Action item: List all lines in the material below that contain "width".

Input records:
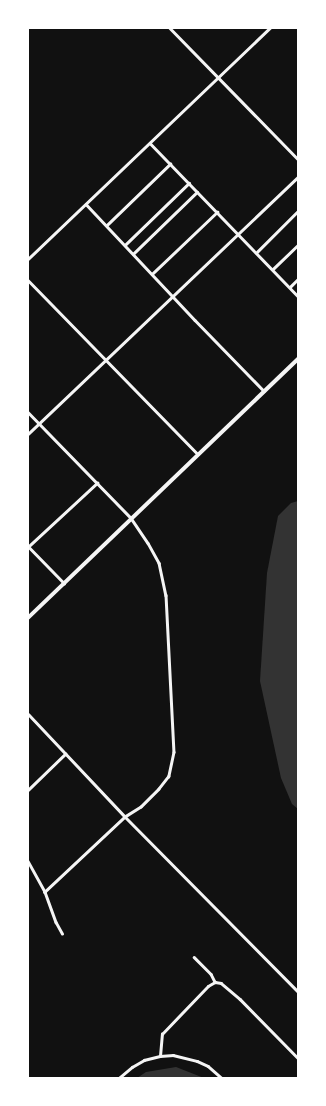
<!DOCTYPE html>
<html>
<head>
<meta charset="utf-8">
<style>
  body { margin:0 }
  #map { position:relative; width:326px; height:1106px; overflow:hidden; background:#111; font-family:Montserrat,sans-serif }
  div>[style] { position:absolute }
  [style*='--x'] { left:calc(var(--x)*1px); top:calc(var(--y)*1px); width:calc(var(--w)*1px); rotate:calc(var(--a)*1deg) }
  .water>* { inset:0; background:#333 }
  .minor>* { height:2.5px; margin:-1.25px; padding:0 1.25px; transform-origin:1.25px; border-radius:1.25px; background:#f5f5f5 }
  .tertiary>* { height:3px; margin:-1.5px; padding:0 1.5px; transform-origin:1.5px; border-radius:1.5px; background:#f5f5f5 }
  .secondary>* { height:3.5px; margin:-1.75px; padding:0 1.75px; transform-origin:1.75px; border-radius:1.75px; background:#f5f5f5 }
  span { translate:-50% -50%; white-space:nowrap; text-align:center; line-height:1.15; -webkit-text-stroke:4px #fff; paint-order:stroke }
  .frame { position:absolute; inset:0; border:29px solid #fff; pointer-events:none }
</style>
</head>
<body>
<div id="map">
  <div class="water">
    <div style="clip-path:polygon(298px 501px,298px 809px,292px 804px,281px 778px,260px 681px,267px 573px,278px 516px,291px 503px)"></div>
    <div style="clip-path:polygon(176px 1067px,204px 1078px,137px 1078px,146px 1072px)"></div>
  </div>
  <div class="minor">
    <div style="--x:170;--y:28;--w:183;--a:45.7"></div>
    <div style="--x:150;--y:143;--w:213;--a:46"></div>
    <div style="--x:86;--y:204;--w:159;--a:46.8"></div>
    <div style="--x:195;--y:320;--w:99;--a:45.8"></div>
    <div style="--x:107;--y:225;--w:88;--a:-44.1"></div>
    <div style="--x:125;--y:245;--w:89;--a:-44.1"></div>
    <div style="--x:257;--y:252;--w:58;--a:-45"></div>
    <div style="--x:133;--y:254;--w:89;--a:-44.1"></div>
    <div style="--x:28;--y:259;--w:335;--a:-43.7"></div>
    <div style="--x:273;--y:269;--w:35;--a:-44"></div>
    <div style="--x:152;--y:274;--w:90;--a:-43.6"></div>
    <div style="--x:28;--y:280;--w:243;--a:45.7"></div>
    <div style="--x:290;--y:287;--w:11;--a:-45"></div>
    <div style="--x:28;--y:412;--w:148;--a:45.8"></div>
    <div style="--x:131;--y:518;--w:30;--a:56"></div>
    <div style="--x:148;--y:543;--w:23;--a:61"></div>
    <div style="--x:159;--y:563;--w:33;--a:78"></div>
    <div style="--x:166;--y:595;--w:157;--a:87.1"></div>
    <div style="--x:174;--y:752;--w:25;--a:102"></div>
    <div style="--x:169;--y:776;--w:16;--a:128"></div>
    <div style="--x:159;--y:789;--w:25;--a:135"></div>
    <div style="--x:141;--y:807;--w:19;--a:148"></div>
    <div style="--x:125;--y:817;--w:110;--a:136.8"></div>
    <div style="--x:28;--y:434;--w:373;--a:-43.6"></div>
    <div style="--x:28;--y:546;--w:52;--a:45.8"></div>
    <div style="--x:29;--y:546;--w:93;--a:-42.8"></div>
    <div style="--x:28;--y:790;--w:52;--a:-44.2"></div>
    <div style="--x:28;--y:861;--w:35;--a:61"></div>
    <div style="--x:45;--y:892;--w:32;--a:70"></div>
    <div style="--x:56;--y:922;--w:13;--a:61"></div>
    <div style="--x:194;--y:957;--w:24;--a:45"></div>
    <div style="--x:211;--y:974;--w:9;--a:63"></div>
    <div style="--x:215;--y:982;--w:6;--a:9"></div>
    <div style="--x:221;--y:983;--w:25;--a:40"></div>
    <div style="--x:240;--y:999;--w:83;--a:45.5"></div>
    <div style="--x:160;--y:1056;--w:22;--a:-85"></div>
    <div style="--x:162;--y:1034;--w:66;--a:-46.2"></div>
    <div style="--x:208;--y:986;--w:8;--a:-30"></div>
    <div style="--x:119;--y:1078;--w:17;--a:-40"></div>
    <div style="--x:132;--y:1067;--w:14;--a:-30"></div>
    <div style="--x:144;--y:1060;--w:16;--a:-14"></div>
    <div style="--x:160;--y:1056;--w:13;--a:-4"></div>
    <div style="--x:173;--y:1055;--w:25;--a:14"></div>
    <div style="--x:197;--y:1061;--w:12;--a:24"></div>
    <div style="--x:208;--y:1066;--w:18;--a:41"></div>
  </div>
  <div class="tertiary">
    <div style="--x:28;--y:714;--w:141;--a:46.7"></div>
    <div style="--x:125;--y:817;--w:246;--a:45.3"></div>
  </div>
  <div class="secondary">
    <div style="--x:28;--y:618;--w:374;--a:-43.8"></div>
  </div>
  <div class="frame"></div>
</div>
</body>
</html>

Answer below:
  #map { position:relative; width:326px; height:1106px; overflow:hidden; background:#111; font-family:Montserrat,sans-serif }
  [style*='--x'] { left:calc(var(--x)*1px); top:calc(var(--y)*1px); width:calc(var(--w)*1px); rotate:calc(var(--a)*1deg) }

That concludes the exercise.